» **DATA EXTRACT**
━━━━━━━━━━

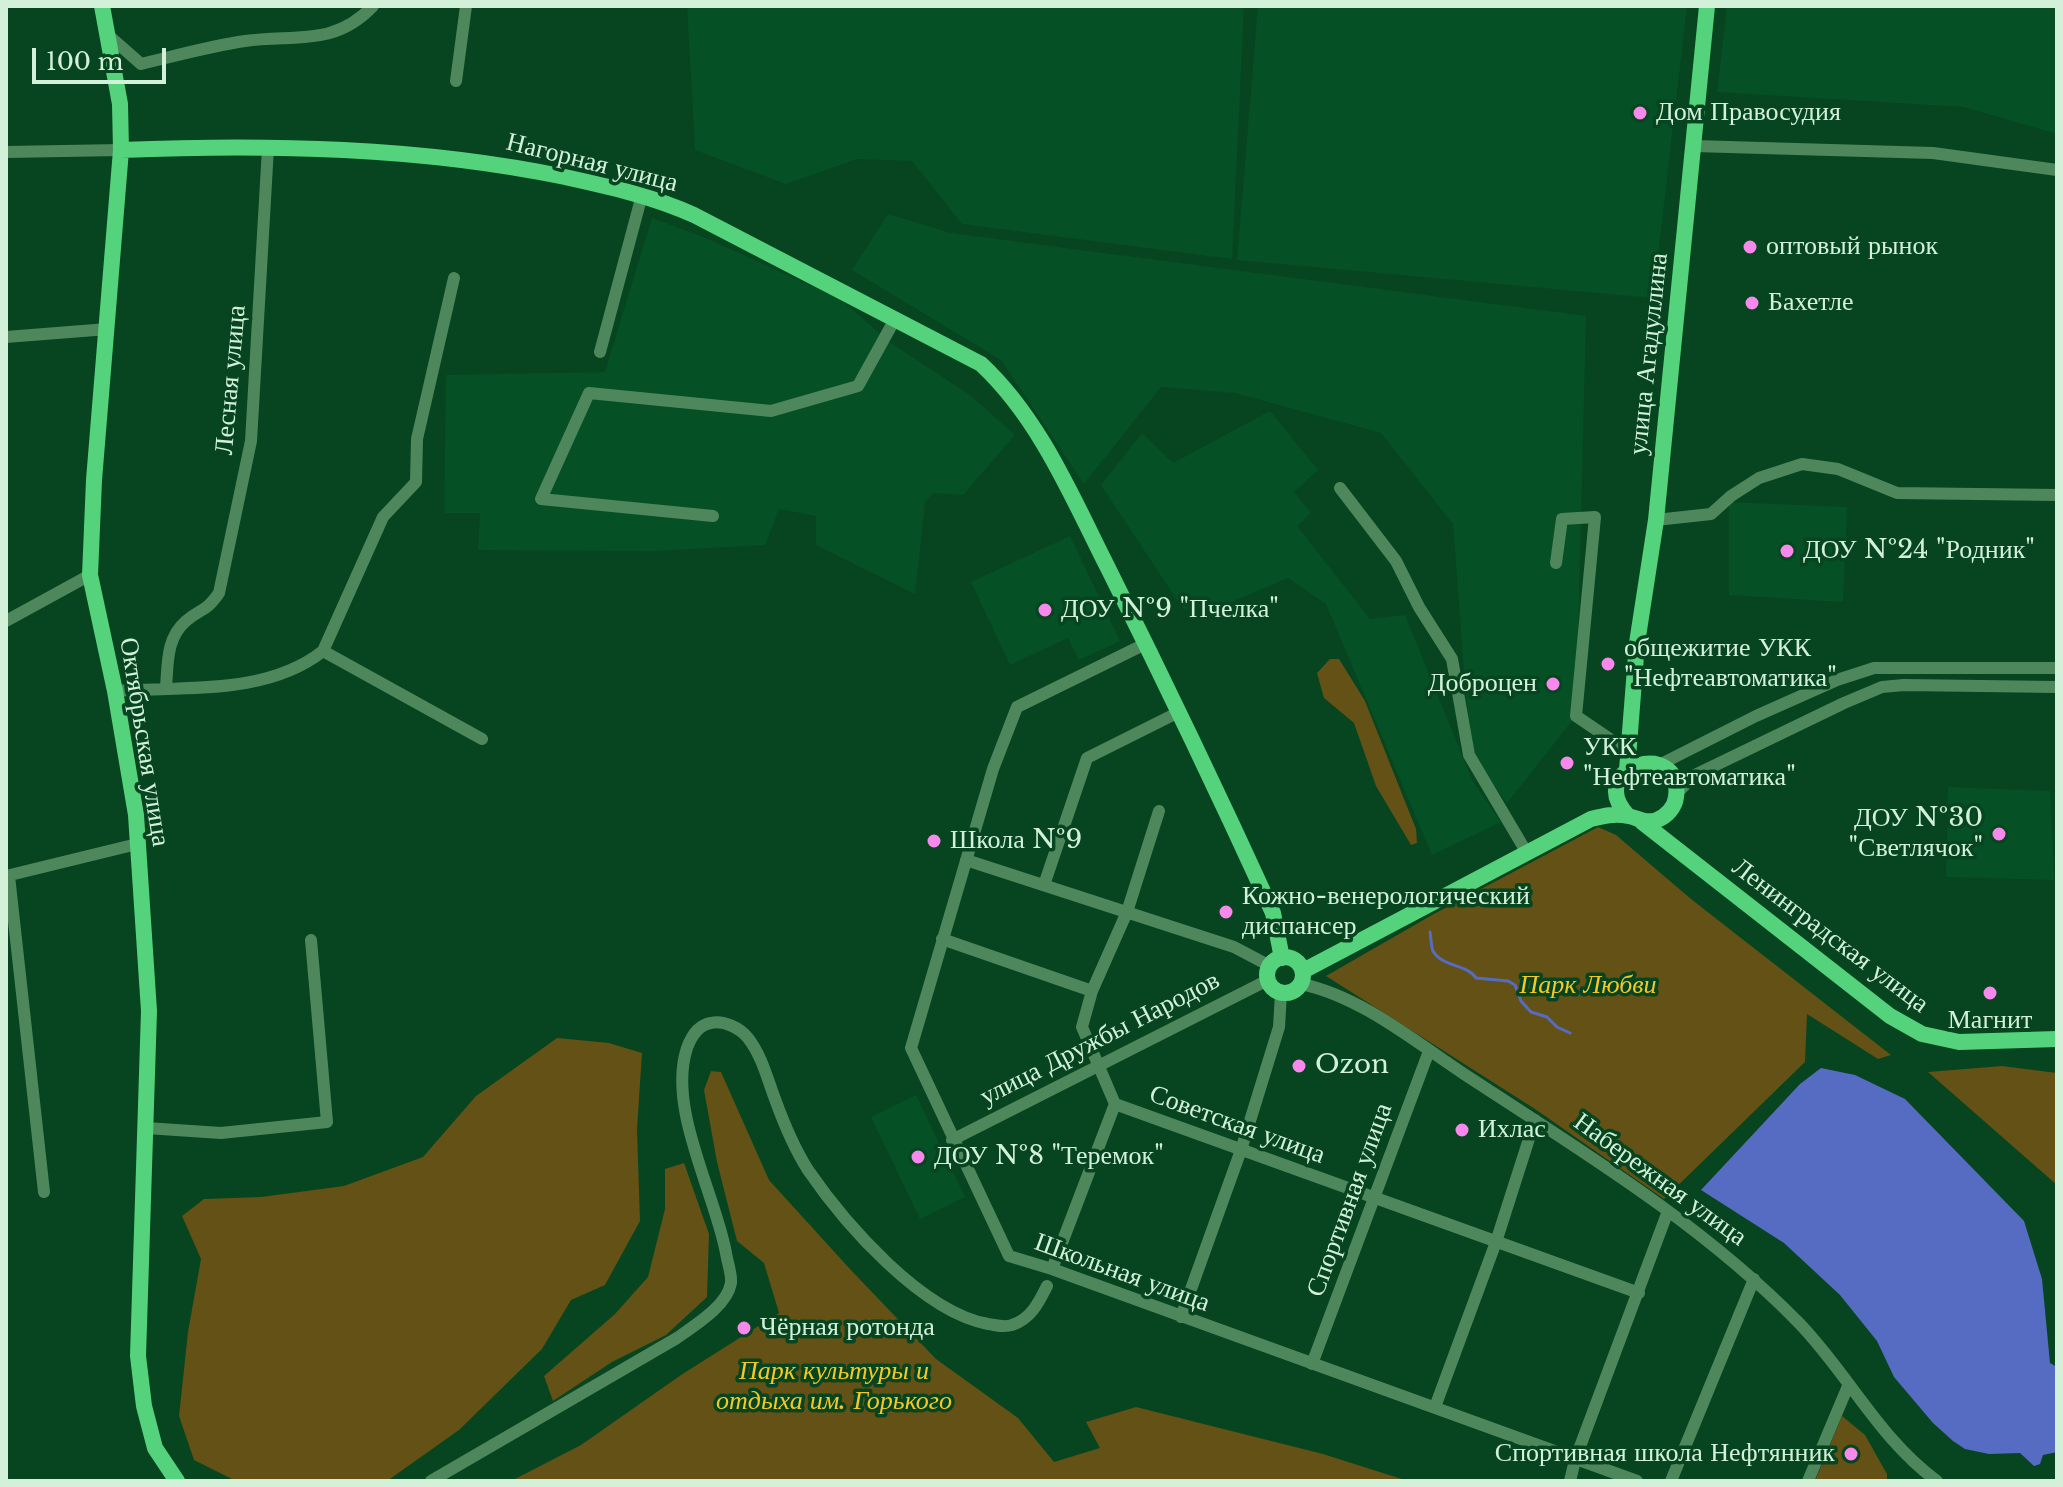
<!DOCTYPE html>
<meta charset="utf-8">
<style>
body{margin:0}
#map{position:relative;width:2063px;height:1487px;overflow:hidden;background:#06451f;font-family:"Libre Baskerville",serif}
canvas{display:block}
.frame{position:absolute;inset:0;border:8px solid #d3f1d9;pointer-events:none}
.scale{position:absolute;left:32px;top:48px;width:134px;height:36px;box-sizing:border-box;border:4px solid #d3f1d9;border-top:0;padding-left:10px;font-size:24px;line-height:28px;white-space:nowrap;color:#d3f1d9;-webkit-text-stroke:6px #06451f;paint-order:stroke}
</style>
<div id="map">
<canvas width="2063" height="1487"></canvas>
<div class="frame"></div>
<div class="scale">100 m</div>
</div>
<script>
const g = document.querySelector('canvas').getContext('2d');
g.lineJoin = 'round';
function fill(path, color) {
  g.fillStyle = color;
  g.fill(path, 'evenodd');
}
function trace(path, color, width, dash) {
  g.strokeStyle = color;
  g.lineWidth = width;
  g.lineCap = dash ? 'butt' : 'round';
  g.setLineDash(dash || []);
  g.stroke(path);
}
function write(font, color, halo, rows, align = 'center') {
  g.font = font + ' "Libre Baskerville",serif';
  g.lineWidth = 7;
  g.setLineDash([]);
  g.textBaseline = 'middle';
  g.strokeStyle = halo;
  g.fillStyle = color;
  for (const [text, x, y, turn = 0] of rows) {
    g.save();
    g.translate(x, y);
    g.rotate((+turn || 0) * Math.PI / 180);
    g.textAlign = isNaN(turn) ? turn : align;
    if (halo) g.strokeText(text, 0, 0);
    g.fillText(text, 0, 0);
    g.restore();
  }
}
fill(new Path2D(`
 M 687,6 L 1244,6 L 1232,259 L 962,224 L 912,161 L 857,159 L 786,184 L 695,150 Z
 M 1258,6 L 1687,6 L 1653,298 L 1237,260 Z
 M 1727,6 L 2057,6 L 2057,134 L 1964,107 L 1717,92 Z
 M 888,214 L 951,233 L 1586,316 L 1576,716 L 1507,803 L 1475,759 L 1466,698 L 1453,524 L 1381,433 L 1235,393 L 1161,387 L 1084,484 L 1001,360 L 852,270 Z
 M 652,218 L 706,238 L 840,299 L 891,343 L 970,395 L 1015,435 L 963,495 L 933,493 L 925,502 L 915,594 L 816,545 L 816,516 L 779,509 L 765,545 L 654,551 L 478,550 L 480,513 L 444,513 L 446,375 L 605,372 Z
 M 1270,411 L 1318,470 L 1294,492 L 1311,513 L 1297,526 L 1370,619 L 1405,615 L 1473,782 L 1501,822 L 1432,855 L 1326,604 L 1288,578 L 1227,604 L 1183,609 L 1101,485 L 1142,433 L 1173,463 Z
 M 1729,502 L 1847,507 L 1843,602 L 1729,595 Z
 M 1070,536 L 1120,641 L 1079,660 L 1068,638 L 1010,665 L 971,582 Z
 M 1948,787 L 2050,791 L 2054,880 L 1946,877 Z
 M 916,1095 L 965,1197 L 920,1219 L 871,1117 Z`), '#065026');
fill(new Path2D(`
 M 1330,659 L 1339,659 L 1365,701 L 1416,829 L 1417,843 L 1411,845 L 1376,786 L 1354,723 L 1324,698 L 1317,673 Z
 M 1598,827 L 1616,835 L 1691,899 L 1891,1055 L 1878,1059 L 1807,1014 L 1805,1062 L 1664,1199 L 1535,1109 L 1326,976 L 1432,915 Z
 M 557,1038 L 609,1043 L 642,1053 L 637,1129 L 640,1221 L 605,1285 L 571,1300 L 542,1349 L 459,1430 L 387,1481 L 232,1481 L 232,1479 L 194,1460 L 179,1416 L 188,1332 L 201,1259 L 182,1216 L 204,1199 L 261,1197 L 344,1186 L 423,1157 L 476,1096 Z
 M 2002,1066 L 2057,1073 L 2057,1185 L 1928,1072 Z
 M 711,1071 L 721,1072 L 769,1180 L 849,1268 L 936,1359 L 1018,1418 L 1054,1462 L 1100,1448 L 1086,1422 L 1136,1407 L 1323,1454 L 1408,1481 L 511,1481 L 581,1445 L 681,1375 L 779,1313 L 764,1263 L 737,1241 L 717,1162 L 704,1090 Z
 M 684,1163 L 709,1234 L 707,1297 L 666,1335 L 612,1362 L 553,1401 L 544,1376 L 615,1314 L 648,1277 L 665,1209 L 665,1169 Z
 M 1842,1416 L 1865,1435 L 1887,1474 L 1887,1481 L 1815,1481 Z`), '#635116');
fill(new Path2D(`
 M 1821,1068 L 1855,1075 L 1905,1099 L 2024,1221 L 2042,1279 L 2050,1363 L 2057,1367 L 2057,1452 L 2043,1455 L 2040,1464 L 2034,1466 L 2020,1453 L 1989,1454 L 1965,1449 L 1953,1441 L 1933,1423 L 1894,1377 L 1877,1341 L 1840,1295 L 1784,1243 L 1701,1190 L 1800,1084 Z`), '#566cc2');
trace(new Path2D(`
 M 1430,932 C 1431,937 1431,947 1433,951 C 1442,967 1467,964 1476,978 L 1508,981 L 1515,985 L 1521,1001 L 1531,1012 L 1547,1017 L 1557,1027 L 1570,1033`), '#566cc2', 3);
trace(new Path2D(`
 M 108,35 L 141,64 C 175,56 210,46 245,41 C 295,34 334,47 373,6
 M 456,81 L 466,6
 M 1694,146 L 1933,153 L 2057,170
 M 6,152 L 121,150
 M 6,337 L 108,329
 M 600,352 L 642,195
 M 1340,488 L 1396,561 L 1419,607 L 1452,659 L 1469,755 L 1527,853
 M 713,516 L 541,499 L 589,393 L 771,411 L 858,386 L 895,319
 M 1656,520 L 1711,514 L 1731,496 L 1759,478 L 1802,464 L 1838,469 L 1897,493 L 2057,495
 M 1556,563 L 1562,519 L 1595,517 L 1576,716 L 1629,752
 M 6,621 L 90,575
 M 1145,644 L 1017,707 L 993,769 L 911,1048 L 1009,1256 L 1052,1269 L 1637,1481
 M 323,651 L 482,739
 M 166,687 C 168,664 166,638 186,621 C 201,608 205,613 219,593 L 251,441 L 268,148
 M 115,691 C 183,686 266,696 323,651 L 383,517 L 416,482 L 417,439 L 454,278
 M 1659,765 L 1756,716 L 1837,680 L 1874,668 L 2057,668
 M 1677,793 L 1695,775 L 1844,703 L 1882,687 L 1904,685 L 2057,687
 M 1159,811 L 1127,912 L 1092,991 L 1082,1027 L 1115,1104 L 1639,1293
 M 966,860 L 1234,947 L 1270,966
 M 6,876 L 137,844
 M 9,876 L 44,1192
 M 1044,885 L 1087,758 L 1179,712
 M 942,939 L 1092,991
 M 1301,984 C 1360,996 1414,1041 1464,1074 C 1580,1150 1701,1223 1798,1322 C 1847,1372 1879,1439 1937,1481
 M 146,1128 L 221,1133 L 327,1122 L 311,940
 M 952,1140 L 1268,980
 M 1052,1269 L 1115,1104
 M 1181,1317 L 1241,1150 L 1279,1027 L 1281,993
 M 1312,1364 L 1429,1051
 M 1435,1407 L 1496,1242 L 1535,1120
 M 431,1481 L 677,1338 C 695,1325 727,1306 731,1283 C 732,1274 727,1261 726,1253 C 715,1193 667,1108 687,1048 C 691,1037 698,1025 711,1023 C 724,1020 740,1028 748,1038 C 762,1056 767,1078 775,1099 C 784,1124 794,1148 808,1170 C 845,1224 922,1312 988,1324 C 996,1325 1004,1328 1012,1325 C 1031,1319 1039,1302 1047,1286
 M 1570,1481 L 1575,1460 L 1668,1211
 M 1671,1481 L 1754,1279
 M 1808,1481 L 1848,1386`), '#4f875d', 12);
trace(new Path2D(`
 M 102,6 L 120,104 L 121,150 L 94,480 L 90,575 L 115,691 L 136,815 L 149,1011 L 138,1356 L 144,1406 L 155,1448 L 177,1481
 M 121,150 C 268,144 420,147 565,177 C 610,187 652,196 694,215 L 981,364 C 1040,419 1072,497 1108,568 C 1165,682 1220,797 1273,913 L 1282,958
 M 1627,770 L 1637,643 L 1656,520 L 1707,6
 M 1642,822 L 1890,1016 L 1922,1034 L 1959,1042 L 2057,1039
 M1267 975a18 18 0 1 1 36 0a18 18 0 1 1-36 0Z
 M 1303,971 L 1591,819 C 1603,816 1615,813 1628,816 C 1639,818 1645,824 1657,820 C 1667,816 1675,807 1676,797 C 1684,738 1582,766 1628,816`), '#55d37c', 16);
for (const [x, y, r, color] of [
 [1640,113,8,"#f788ec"],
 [1750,247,8,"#f788ec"],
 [1752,303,8,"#f788ec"],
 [1787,551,8,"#f788ec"],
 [1045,610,8,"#f788ec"],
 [1608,664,8,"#f788ec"],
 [1553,684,8,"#f788ec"],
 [1567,763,8,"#f788ec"],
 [1999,834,8,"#f788ec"],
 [934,841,8,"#f788ec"],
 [1226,912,8,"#f788ec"],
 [1990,993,8,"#f788ec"],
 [1299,1066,8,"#f788ec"],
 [1462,1130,8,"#f788ec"],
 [918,1157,8,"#f788ec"],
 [744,1328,8,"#f788ec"],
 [1851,1454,8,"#f788ec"]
]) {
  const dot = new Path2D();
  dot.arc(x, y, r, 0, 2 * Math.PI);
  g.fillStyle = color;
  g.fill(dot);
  trace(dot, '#06451f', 3);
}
write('26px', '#d3f1d9', '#06451f', [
 ["Дом Правосудия",1656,113],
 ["оптовый рынок",1766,247],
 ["Бахетле",1768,303],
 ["ДОУ №24 \"Родник\"",1803,551],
 ["ДОУ №9 \"Пчелка\"",1061,610],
 ["общежитие УКК",1624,649],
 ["\"Нефтеавтоматика\"",1624,679],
 ["Доброцен",1537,684,"right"],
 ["УКК",1583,748],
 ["\"Нефтеавтоматика\"",1583,778],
 ["ДОУ №30",1983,819,"right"],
 ["\"Светлячок\"",1983,849,"right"],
 ["Школа №9",950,841],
 ["Кожно-венерологический",1242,897],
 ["диспансер",1242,927],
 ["Магнит",1990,1021,"center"],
 ["Ozon",1315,1066],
 ["Ихлас",1478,1130],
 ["ДОУ №8 \"Теремок\"",934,1157],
 ["Чёрная ротонда",760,1328],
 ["Спортивная школа Нефтянник",1835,1454,"right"]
], 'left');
write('26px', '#d3f1d9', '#06451f', [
 ["Нагорная улица",592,163,14],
 ["улица Агадуллина",1649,354,-84],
 ["Лесная улица",231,380,-85],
 ["Октябрьская улица",144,742,81],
 ["Ленинградская улица",1830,936,37],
 ["улица Дружбы Народов",1100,1039,-27],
 ["Советская улица",1237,1125,20],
 ["Набережная улица",1660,1180,36],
 ["Спортивная улица",1350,1200,-70],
 ["Школьная улица",1122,1273,20]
]);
write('italic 26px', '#f6c827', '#06451f', [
 ["Парк Любви",1588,986],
 ["Парк культуры и",834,1372],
 ["отдыха им. Горького",834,1402]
]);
</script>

━━━━━━━━━━

» **REQUIREMENT**
Report, from the entries above, each line where "strokeStyle" is found.

» **SOLUTION BELOW**
  g.strokeStyle = color;
  g.strokeStyle = halo;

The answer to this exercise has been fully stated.